## [Assignment]
Among the entries that follow, find every line with the word "size" and list it.

======

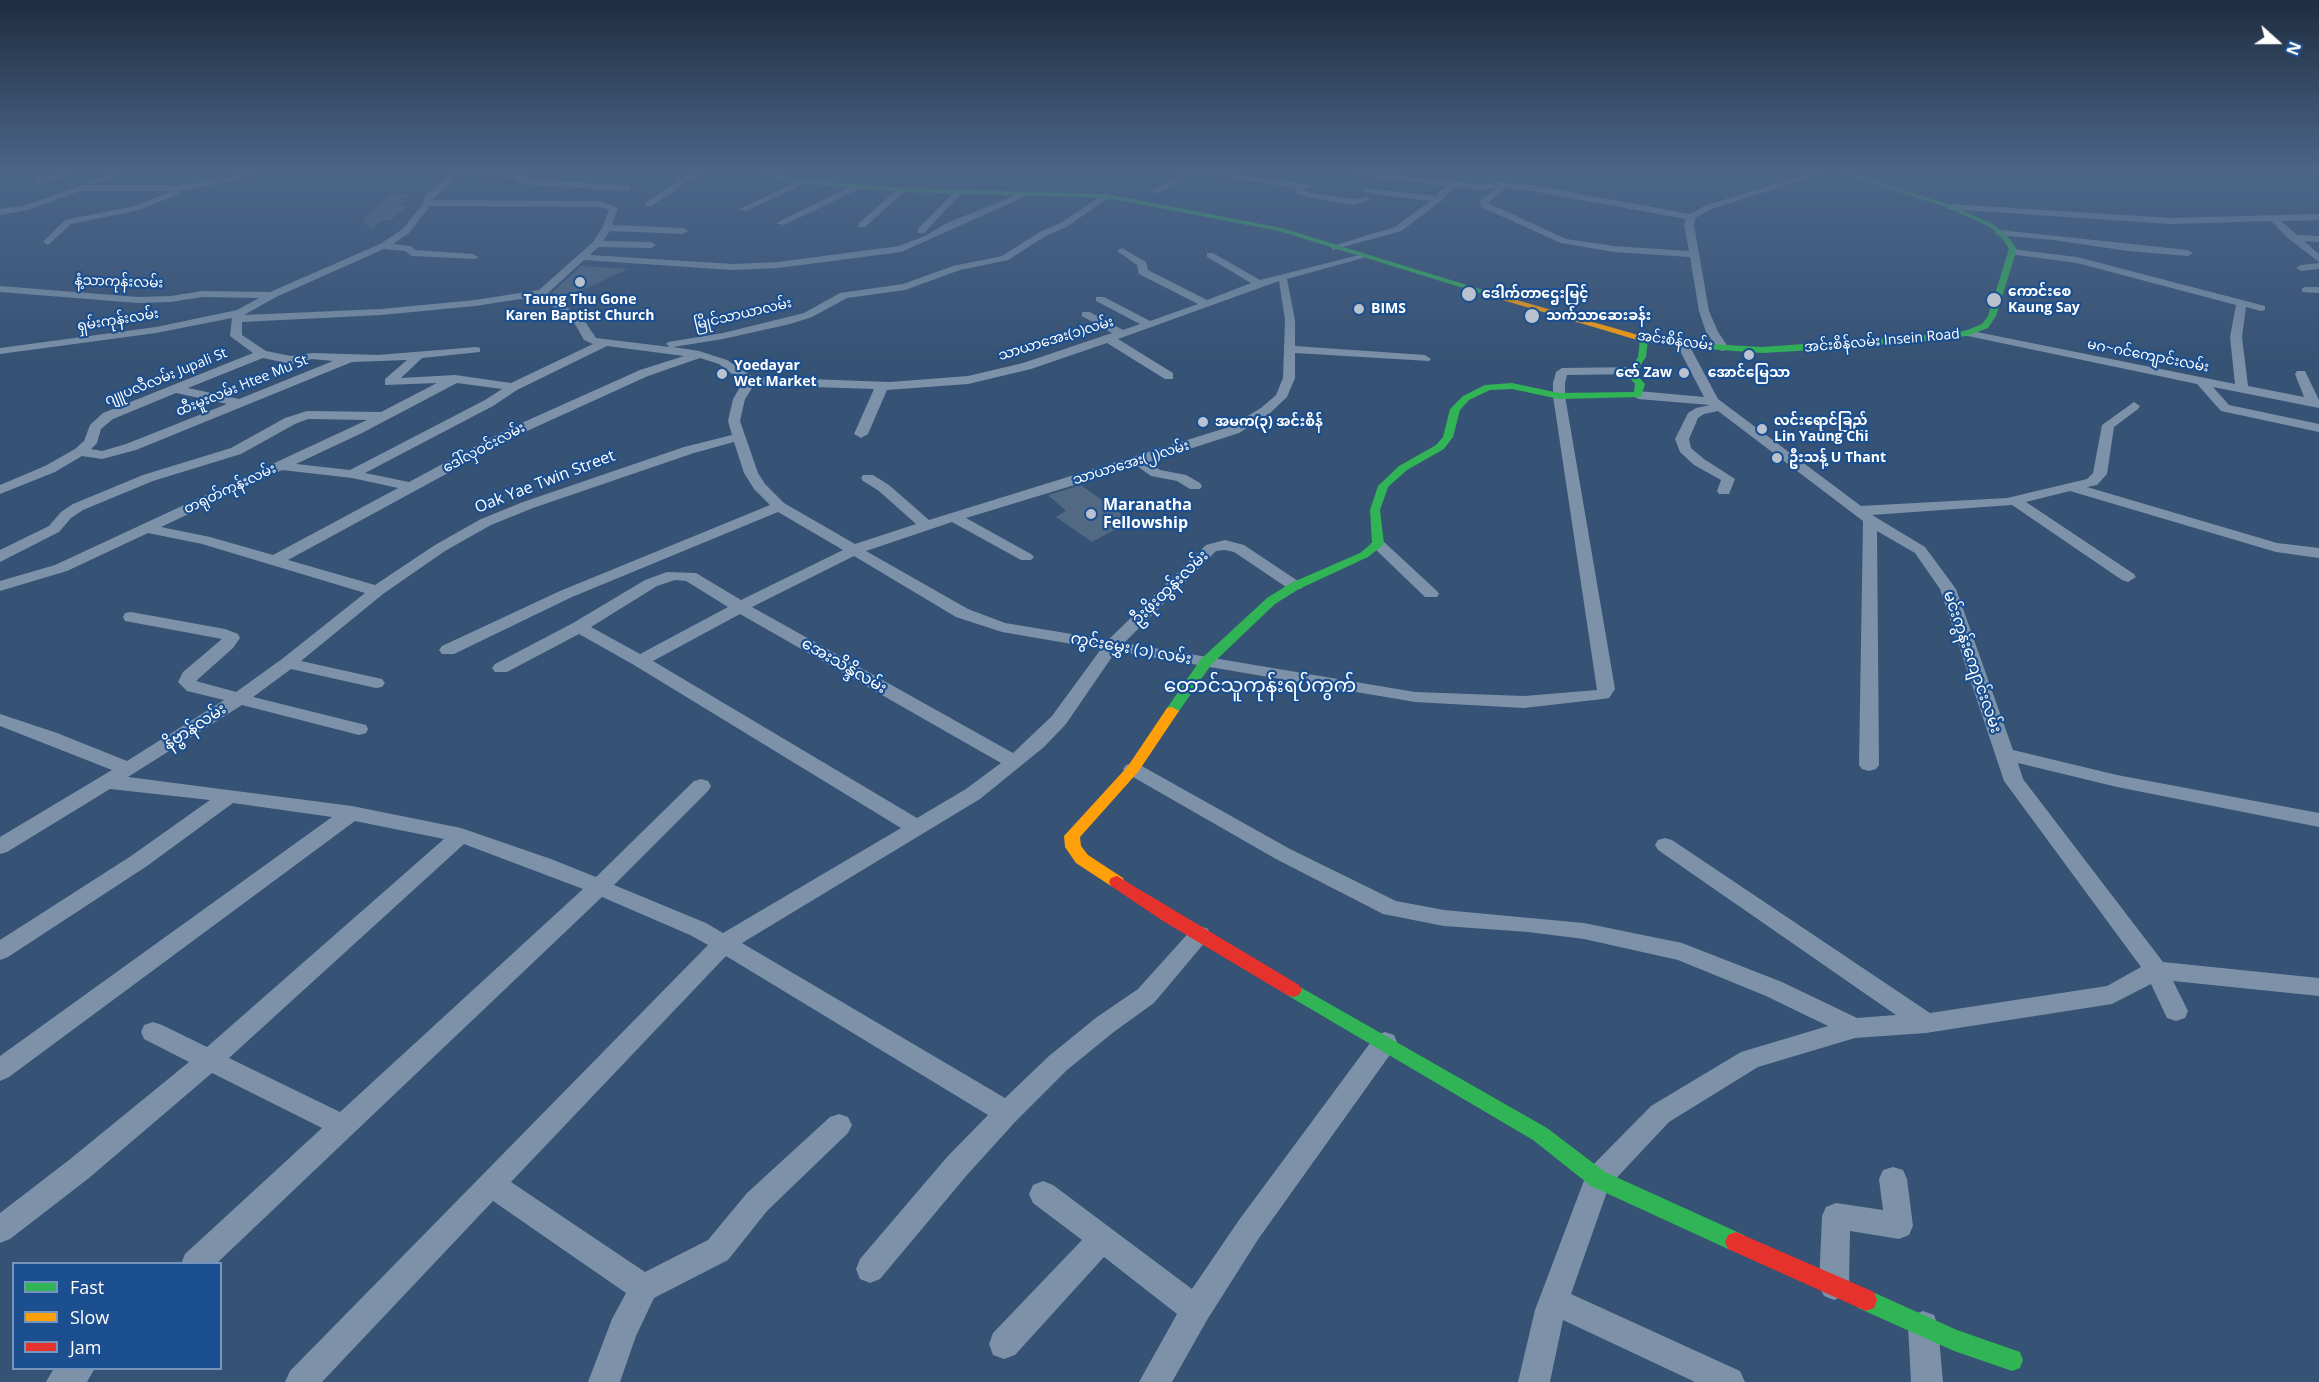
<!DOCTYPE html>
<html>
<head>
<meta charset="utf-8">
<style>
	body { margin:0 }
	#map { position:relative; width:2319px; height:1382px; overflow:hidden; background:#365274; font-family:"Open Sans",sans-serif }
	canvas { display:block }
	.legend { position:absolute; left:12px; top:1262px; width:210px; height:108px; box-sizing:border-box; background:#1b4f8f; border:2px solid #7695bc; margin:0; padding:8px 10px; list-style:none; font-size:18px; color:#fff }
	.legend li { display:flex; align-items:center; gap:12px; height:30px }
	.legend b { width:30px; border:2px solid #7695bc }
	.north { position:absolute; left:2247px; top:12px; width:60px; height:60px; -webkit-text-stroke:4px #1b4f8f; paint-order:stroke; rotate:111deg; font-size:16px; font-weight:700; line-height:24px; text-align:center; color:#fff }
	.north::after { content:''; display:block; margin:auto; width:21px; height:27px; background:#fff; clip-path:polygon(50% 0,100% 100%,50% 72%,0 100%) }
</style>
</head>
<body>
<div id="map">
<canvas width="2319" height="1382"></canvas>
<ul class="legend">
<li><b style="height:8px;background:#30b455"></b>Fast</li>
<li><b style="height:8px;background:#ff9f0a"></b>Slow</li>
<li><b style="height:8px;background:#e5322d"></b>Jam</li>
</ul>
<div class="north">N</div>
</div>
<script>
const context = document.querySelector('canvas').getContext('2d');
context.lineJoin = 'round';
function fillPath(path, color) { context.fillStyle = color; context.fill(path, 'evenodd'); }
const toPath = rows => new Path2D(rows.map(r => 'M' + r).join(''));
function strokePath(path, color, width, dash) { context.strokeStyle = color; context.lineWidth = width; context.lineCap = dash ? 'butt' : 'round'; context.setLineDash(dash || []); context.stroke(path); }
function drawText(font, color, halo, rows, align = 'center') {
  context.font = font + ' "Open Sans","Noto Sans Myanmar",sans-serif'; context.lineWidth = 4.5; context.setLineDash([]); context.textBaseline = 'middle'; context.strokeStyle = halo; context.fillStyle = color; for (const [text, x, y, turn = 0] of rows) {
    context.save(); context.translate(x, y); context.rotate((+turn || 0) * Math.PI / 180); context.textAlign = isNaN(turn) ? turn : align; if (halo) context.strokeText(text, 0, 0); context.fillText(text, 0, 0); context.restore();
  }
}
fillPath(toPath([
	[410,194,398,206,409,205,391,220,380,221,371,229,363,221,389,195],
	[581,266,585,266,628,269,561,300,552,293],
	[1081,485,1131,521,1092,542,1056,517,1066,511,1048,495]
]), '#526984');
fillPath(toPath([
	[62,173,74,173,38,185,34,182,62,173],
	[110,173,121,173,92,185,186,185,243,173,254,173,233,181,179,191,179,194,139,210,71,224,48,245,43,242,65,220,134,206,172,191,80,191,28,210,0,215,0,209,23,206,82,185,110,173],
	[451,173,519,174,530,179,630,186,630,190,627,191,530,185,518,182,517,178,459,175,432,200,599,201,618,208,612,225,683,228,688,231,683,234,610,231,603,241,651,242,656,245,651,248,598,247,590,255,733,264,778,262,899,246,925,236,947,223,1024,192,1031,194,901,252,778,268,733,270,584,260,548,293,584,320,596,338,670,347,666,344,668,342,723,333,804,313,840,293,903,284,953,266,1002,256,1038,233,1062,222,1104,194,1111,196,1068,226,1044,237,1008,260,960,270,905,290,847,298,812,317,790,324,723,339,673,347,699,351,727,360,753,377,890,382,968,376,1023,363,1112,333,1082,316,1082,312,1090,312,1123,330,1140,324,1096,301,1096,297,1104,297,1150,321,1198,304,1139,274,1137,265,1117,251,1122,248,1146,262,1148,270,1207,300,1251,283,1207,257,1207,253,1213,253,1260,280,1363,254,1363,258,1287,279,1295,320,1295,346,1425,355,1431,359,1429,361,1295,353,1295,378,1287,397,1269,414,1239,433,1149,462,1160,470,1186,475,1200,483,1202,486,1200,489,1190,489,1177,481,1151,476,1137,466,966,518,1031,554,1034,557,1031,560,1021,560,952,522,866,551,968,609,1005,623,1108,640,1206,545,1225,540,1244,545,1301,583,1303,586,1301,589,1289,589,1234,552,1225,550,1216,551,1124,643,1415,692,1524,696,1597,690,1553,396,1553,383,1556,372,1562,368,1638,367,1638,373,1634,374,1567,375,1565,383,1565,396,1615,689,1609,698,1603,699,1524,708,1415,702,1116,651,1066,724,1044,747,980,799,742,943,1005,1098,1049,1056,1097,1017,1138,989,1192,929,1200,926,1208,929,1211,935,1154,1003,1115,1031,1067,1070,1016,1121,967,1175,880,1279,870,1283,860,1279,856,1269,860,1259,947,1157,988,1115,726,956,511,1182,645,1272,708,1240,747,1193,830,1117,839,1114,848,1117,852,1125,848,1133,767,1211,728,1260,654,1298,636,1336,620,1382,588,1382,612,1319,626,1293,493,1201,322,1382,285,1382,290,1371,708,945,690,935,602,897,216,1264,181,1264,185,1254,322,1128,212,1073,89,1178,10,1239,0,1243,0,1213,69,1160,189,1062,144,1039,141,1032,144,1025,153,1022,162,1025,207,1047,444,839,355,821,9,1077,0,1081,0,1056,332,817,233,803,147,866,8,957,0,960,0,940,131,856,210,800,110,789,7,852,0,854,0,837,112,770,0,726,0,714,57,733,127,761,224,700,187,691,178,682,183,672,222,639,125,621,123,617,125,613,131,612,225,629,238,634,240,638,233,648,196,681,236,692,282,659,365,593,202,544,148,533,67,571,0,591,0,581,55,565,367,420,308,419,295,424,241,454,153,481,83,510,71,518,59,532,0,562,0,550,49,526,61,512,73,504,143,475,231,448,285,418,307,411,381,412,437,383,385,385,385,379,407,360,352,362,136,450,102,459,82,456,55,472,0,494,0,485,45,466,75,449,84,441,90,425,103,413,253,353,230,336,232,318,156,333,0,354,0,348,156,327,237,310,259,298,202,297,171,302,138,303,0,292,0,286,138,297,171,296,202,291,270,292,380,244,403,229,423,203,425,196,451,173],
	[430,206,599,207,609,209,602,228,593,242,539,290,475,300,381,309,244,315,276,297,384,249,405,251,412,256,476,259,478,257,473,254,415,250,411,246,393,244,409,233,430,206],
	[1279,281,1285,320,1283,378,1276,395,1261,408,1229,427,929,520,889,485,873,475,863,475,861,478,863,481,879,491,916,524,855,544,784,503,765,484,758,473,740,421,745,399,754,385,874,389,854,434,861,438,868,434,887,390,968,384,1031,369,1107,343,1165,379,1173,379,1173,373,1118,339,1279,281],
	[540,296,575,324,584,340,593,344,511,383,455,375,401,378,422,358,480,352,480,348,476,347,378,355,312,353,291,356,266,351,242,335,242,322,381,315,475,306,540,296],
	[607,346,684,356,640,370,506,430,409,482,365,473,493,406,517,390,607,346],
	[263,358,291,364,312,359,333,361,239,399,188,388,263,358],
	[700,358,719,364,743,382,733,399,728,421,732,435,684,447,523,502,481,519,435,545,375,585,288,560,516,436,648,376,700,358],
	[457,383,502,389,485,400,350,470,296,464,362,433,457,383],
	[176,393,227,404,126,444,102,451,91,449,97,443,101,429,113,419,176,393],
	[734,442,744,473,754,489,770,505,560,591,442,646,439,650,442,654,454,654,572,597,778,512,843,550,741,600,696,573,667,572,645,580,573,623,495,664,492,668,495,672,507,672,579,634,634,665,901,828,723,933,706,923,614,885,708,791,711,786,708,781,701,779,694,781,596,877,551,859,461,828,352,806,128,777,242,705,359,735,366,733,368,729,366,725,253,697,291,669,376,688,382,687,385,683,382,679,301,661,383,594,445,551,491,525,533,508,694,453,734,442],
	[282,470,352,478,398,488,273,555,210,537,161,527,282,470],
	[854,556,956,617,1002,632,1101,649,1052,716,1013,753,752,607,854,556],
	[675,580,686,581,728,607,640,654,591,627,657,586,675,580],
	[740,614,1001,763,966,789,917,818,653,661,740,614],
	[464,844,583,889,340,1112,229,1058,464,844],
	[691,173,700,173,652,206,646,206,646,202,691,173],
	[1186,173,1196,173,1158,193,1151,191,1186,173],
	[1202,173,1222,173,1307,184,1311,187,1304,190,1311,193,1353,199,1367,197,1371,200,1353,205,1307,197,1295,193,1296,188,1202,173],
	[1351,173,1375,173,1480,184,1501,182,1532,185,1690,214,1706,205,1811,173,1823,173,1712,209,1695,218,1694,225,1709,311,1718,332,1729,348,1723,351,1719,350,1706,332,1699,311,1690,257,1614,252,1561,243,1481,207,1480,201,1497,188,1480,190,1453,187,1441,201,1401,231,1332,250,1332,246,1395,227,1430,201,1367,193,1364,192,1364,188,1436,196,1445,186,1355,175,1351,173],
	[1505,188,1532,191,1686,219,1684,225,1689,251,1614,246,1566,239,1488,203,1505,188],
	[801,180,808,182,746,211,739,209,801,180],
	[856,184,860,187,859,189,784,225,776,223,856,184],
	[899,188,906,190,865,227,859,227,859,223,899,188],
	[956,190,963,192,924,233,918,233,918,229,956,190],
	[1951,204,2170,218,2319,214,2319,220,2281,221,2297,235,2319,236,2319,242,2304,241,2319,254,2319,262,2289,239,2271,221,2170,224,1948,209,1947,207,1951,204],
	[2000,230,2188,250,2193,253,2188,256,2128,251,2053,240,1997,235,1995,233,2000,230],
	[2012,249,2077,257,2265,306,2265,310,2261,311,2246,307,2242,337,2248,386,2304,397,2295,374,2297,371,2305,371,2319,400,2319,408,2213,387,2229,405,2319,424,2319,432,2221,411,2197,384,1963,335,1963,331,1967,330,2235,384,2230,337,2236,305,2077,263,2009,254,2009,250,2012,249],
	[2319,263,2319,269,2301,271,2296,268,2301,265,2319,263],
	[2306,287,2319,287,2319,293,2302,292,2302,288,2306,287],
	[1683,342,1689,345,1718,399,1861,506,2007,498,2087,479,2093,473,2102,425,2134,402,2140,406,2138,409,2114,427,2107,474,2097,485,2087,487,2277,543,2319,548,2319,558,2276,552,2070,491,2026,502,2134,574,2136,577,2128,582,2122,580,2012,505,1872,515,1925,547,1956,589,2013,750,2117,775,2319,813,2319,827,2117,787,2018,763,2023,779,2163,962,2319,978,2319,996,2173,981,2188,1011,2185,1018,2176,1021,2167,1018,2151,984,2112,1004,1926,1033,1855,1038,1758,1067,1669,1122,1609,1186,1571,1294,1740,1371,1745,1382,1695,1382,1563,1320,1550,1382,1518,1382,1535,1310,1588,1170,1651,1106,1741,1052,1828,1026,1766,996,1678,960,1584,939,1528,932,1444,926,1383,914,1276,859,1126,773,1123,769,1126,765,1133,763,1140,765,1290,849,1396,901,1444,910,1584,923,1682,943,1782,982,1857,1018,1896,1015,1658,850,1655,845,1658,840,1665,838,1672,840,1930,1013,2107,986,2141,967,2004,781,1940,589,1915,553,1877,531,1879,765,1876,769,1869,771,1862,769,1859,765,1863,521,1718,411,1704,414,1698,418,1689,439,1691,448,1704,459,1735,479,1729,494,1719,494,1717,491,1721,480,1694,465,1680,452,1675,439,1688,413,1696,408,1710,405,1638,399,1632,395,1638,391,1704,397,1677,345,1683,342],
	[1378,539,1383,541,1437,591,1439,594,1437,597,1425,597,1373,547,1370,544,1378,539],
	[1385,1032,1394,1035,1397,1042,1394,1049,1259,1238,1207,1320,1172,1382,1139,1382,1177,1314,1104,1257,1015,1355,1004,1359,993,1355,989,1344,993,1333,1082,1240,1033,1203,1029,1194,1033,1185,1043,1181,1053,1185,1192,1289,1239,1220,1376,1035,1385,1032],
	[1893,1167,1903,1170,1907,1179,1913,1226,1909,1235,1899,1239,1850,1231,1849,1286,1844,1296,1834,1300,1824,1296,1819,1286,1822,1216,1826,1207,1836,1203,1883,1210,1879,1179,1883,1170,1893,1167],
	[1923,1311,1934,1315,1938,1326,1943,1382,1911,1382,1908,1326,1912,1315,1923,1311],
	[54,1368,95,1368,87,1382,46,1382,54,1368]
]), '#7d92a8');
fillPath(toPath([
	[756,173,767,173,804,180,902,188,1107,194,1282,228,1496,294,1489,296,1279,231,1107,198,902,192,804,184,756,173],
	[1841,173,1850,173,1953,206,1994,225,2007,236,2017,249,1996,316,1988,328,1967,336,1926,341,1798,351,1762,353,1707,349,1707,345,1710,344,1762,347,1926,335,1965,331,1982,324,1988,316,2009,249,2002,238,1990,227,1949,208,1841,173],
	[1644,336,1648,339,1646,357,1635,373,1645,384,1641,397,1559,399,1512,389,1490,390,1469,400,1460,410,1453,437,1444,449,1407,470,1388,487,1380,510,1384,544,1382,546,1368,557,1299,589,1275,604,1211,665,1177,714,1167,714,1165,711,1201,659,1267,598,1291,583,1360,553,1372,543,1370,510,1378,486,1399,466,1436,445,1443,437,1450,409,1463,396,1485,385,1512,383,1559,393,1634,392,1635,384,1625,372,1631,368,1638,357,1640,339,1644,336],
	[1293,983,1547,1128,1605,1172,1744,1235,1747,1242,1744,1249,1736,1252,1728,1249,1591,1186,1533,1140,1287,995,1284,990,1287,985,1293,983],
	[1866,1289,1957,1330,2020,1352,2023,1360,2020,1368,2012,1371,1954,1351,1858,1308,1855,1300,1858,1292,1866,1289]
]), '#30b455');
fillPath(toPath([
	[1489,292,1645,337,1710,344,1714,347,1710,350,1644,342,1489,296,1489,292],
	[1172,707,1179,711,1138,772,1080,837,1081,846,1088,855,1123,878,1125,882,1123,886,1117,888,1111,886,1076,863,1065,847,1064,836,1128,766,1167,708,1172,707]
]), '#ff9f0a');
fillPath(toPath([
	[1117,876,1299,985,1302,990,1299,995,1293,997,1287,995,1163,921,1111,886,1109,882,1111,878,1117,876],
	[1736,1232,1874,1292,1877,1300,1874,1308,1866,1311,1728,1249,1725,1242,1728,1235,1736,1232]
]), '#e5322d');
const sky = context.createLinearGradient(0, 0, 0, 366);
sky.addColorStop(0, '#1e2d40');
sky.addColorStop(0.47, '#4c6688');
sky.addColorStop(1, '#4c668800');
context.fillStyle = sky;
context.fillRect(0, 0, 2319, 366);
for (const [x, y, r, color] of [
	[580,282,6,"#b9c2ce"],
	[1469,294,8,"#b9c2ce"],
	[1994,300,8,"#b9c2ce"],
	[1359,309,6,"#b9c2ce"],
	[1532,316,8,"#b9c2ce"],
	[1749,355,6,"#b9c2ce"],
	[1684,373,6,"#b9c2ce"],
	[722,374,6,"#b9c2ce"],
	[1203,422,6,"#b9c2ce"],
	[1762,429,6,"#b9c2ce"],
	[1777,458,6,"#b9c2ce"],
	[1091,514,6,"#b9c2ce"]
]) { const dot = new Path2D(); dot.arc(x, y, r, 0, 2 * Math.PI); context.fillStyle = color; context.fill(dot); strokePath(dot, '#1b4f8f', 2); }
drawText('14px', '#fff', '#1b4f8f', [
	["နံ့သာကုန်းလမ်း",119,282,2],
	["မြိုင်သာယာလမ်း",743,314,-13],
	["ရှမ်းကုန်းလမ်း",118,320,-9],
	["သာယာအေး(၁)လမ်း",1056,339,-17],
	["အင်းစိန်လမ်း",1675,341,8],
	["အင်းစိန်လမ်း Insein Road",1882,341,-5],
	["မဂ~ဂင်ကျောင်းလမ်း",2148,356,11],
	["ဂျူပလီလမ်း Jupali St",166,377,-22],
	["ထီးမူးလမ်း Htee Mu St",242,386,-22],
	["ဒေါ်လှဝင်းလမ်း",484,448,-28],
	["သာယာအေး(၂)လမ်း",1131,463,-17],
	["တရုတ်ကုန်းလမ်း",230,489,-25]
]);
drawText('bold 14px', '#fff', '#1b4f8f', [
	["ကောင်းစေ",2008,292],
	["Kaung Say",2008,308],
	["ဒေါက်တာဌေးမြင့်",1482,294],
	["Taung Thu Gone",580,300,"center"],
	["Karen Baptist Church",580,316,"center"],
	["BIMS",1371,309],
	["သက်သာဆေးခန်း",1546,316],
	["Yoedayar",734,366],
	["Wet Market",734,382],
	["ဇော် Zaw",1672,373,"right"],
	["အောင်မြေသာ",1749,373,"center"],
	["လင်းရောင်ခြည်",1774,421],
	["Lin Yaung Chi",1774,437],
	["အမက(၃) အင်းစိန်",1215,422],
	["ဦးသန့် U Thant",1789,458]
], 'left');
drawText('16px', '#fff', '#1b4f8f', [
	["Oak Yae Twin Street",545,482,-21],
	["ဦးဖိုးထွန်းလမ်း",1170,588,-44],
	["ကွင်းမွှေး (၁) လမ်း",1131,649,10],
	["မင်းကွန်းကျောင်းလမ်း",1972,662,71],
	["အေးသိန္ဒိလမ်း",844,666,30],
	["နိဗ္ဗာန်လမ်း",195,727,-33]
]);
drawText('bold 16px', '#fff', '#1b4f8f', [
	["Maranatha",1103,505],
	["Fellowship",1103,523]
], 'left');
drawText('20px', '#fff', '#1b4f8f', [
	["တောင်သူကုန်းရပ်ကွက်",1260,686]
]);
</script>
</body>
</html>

======

## [Answer box]
	.legend { position:absolute; left:12px; top:1262px; width:210px; height:108px; box-sizing:border-box; background:#1b4f8f; border:2px solid #7695bc; margin:0; padding:8px 10px; list-style:none; font-size:18px; color:#fff }
	.north { position:absolute; left:2247px; top:12px; width:60px; height:60px; -webkit-text-stroke:4px #1b4f8f; paint-order:stroke; rotate:111deg; font-size:16px; font-weight:700; line-height:24px; text-align:center; color:#fff }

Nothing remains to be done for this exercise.